Member of the Parliament of the Brussels-Capital Region
- Incumbent
- Assumed office 2019

Personal details
- Born: 6 November 1989 (age 35) Kortrijk, Belgium
- Political party: New Flemish Alliance

= Gilles Verstraeten =

Belgian politician

Gilles Verstraeten (born 6 November 1989) is a Belgian lawyer, political commentator and politician. Since 2019, he has served as a member of the Parliament of the Brussels-Capital Region for the New Flemish Alliance (N-VA) party.

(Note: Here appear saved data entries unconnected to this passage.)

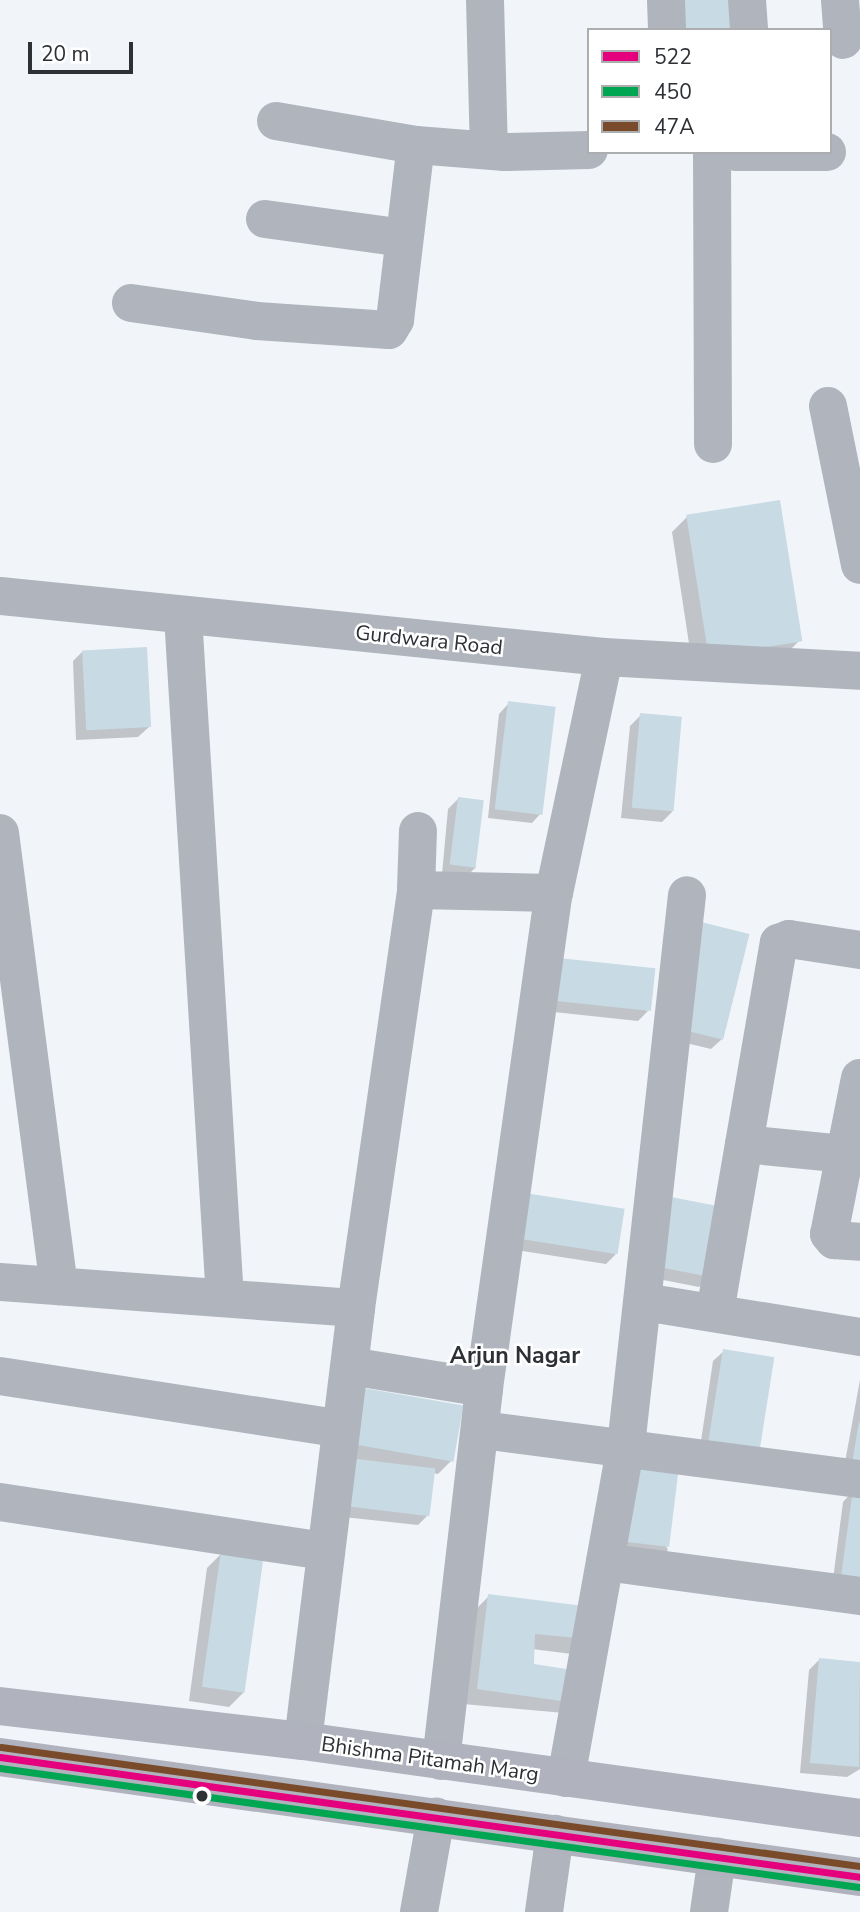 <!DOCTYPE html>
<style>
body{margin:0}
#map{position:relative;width:860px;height:1912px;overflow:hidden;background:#f1f5fa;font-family:"Nunito Sans",sans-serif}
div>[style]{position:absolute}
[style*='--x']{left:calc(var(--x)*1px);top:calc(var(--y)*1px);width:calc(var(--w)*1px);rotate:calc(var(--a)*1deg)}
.shadow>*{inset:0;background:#0003}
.building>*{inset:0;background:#c8dae4;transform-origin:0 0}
.minor>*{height:38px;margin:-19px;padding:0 19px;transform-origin:19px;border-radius:19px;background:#b0b4bd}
.secondary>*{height:38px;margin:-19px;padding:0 19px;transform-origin:19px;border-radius:19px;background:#b0b3bd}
.bus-1>*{height:7px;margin:-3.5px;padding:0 3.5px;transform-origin:3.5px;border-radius:3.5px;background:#e5007d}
.bus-2>*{height:7px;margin:-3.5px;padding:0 3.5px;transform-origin:3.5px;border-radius:3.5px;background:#00a651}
.bus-3>*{height:7px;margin:-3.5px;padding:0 3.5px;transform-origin:3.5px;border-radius:3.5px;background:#7a4b2a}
.dots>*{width:19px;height:19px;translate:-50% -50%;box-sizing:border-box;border:4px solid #fff;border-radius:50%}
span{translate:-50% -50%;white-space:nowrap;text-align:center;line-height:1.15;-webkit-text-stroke:5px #fff;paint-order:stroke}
.street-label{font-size:21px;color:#2d3136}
.neighbourhood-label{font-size:23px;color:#2d3136;font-weight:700}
.legend{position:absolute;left:587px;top:28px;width:245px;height:126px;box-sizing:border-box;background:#fff;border:2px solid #abadaf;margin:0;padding:9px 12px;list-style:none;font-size:21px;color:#2d3136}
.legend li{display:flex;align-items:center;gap:14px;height:35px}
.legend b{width:35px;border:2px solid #abadaf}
.scale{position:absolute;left:28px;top:42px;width:105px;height:32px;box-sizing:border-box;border:4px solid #2d3136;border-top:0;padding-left:9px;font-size:21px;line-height:24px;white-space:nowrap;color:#2d3136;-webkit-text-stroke:5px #fff;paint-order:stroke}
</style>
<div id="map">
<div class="shadow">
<div style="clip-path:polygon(687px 517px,800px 640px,785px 655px,693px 670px,672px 532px)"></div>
<div style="clip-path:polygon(83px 651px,149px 727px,138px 737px,76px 740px,73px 661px)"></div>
<div style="clip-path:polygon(509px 703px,542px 812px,532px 823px,488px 818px,499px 714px)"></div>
<div style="clip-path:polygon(641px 715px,672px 812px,662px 822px,621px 818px,630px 726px)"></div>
<div style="clip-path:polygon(458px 799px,476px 867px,466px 877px,442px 874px,448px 809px)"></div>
<div style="clip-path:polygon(691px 934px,722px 1039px,711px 1049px,665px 1038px)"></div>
<div style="clip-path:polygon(539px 969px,648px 1011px,638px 1021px,535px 1010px)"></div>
<div style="clip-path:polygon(671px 1199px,709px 1277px,699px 1287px,648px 1277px)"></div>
<div style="clip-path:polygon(510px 1204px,616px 1254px,606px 1264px,503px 1248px)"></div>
<div style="clip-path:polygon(724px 1351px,758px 1451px,699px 1454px,713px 1361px)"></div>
<div style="clip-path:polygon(860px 1380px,860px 1475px,843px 1473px)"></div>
<div style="clip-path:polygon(344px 1404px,453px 1459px,438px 1474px,433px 1473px,428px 1515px,418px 1525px,334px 1516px)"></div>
<div style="clip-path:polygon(624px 1464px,668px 1550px,658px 1560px,605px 1550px)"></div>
<div style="clip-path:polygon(853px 1491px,860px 1592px,832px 1587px,843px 1502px)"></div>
<div style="clip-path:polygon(222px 1553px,244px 1692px,229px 1707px,189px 1701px,207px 1568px)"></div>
<div style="clip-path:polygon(489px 1596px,590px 1608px,572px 1654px,532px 1649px,530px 1671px,574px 1702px,564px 1713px,463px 1704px,474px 1611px)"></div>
<div style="clip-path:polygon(819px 1660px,860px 1664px,860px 1769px,847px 1777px,800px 1773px,809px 1670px)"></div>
</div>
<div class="building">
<div style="left:674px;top:0;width:62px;height:30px"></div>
<div style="left:780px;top:500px;width:143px;height:95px;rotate:81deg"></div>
<div style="left:147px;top:647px;width:80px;height:65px;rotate:87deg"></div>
<div style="left:508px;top:701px;width:48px;height:109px;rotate:7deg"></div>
<div style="left:640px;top:713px;width:42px;height:95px;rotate:5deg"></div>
<div style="left:458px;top:797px;width:26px;height:68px;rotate:7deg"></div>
<div style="left:701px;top:922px;width:50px;height:109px;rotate:14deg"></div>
<div style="left:549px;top:957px;width:107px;height:43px;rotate:6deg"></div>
<div style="left:519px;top:1192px;width:107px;height:46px;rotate:9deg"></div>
<div style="left:671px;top:1197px;width:54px;height:71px;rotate:11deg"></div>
<div style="left:723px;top:1349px;width:52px;height:96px;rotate:9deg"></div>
<div style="left:358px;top:1387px;width:107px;height:57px;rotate:10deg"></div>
<div style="clip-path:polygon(859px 1422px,860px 1422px,860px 1464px,852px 1463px)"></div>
<div style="left:349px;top:1458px;width:87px;height:48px;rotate:7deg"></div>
<div style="left:624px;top:1463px;width:55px;height:78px;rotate:7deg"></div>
<div style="clip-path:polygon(853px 1489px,860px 1490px,860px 1580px,841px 1577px)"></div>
<div style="left:221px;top:1551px;width:43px;height:137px;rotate:8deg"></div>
<div style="clip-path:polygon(488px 1594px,592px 1607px,589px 1639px,535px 1634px,534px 1664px,580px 1671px,576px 1703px,477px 1689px)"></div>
<div style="clip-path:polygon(819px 1658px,860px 1662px,859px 1767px,810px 1763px)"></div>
</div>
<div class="minor">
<div style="--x:485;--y:0;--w:150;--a:88.5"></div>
<div style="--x:666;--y:0;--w:30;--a:88"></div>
<div style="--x:747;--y:0;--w:30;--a:86"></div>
<div style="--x:840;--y:0;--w:40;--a:85.7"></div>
<div style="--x:276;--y:121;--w:142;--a:9.7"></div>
<div style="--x:416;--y:145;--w:89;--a:4.5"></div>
<div style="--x:505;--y:152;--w:84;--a:-1.4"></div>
<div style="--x:712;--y:152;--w:292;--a:89.8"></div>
<div style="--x:735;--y:152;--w:92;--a:0"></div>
<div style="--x:265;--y:219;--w:139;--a:7.8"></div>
<div style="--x:131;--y:303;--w:127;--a:8.1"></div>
<div style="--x:257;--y:321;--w:132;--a:3.9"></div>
<div style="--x:389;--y:330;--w:12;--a:-59"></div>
<div style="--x:395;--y:320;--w:176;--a:-83.2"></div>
<div style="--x:828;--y:406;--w:162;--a:78.6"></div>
<div style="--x:0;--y:596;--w:607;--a:5.77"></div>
<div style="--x:604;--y:657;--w:256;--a:3.1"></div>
<div style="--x:183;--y:616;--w:683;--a:86.48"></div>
<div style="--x:0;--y:833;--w:457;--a:82.6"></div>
<div style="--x:416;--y:890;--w:138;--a:1.2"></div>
<div style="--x:860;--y:1078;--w:159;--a:101.2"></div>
<div style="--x:829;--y:1234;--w:8;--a:50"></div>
<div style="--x:834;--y:1240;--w:26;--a:4"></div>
<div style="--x:744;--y:1144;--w:100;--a:5.7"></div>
<div style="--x:0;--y:1282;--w:357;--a:4.2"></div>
<div style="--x:644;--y:1302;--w:219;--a:9.2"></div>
<div style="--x:715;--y:1312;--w:375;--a:-80.2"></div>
<div style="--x:779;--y:943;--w:11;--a:-22"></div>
<div style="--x:789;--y:939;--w:72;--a:8.8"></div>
<div style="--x:350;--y:1366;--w:136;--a:9.3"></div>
<div style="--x:0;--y:1376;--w:345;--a:8.8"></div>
<div style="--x:482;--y:1430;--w:381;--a:7.4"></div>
<div style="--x:0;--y:1502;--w:328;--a:8.6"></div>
<div style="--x:605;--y:1562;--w:257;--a:7.6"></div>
<div style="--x:303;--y:1741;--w:436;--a:-83"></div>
<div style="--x:356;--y:1308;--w:422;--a:-81.8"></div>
<div style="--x:416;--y:890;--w:59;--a:-88.1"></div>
<div style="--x:441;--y:1761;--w:375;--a:-83.4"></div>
<div style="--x:484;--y:1388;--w:500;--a:-82"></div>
<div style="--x:554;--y:893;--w:241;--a:-78"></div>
<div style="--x:566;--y:1778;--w:337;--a:-79.8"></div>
<div style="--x:626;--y:1446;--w:554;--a:-83.68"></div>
<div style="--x:419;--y:1912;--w:97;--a:-79.9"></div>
<div style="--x:544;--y:1912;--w:79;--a:-82"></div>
<div style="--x:709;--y:1912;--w:56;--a:-81.7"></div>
</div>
<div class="secondary">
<div style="--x:0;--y:1706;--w:305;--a:6.6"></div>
<div style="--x:303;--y:1741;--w:562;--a:7.87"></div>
<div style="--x:0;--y:1757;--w:868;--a:7.94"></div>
</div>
<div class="bus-1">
<div style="--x:0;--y:1757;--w:868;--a:7.94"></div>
</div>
<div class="bus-2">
<div style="--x:0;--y:1768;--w:867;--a:7.89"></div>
</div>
<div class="bus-3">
<div style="--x:1;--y:1747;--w:867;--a:7.89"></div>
</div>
<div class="dots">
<div style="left:202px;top:1796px;background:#2d3136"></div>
</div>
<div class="street-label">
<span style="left:429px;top:640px;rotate:6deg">Gurdwara Road</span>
<span style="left:430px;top:1759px;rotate:8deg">Bhishma Pitamah Marg</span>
</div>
<div class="neighbourhood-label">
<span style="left:515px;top:1356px">Arjun Nagar</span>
</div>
<ul class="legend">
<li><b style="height:9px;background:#e5007d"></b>522</li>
<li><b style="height:9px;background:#00a651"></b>450</li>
<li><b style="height:9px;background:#7a4b2a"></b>47A</li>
</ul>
<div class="scale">20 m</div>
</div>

Verstraeten studied law at KU Leuven and Vrije Universiteit Brussel before graduating in 2013. He worked in the European Parliament as a personal assistant to British Conservative Party MEP Daniel Hannan and was a director for the Open Europe think tank and the Students for Liberty group. He is also chairman of the N-VA section of the municipality of Anderlecht and vice-chairman of the Brussels section of the Jong N-VA. Politically, Verstraeten has described himself as a conservative and a classical liberal. He stated that he chose to become active in the N-VA as he felt the other main Flemish conservative liberal party the Open VLD had moved too far to the left.

In 2019, he was third on the N-VA list for the Brussels-Capital Region and was elected to the Brussels Parliament where he focuses on matters related to social affairs, integration, education, LGBT issues and the economy. He is also a municipal councilor in Anderlecht.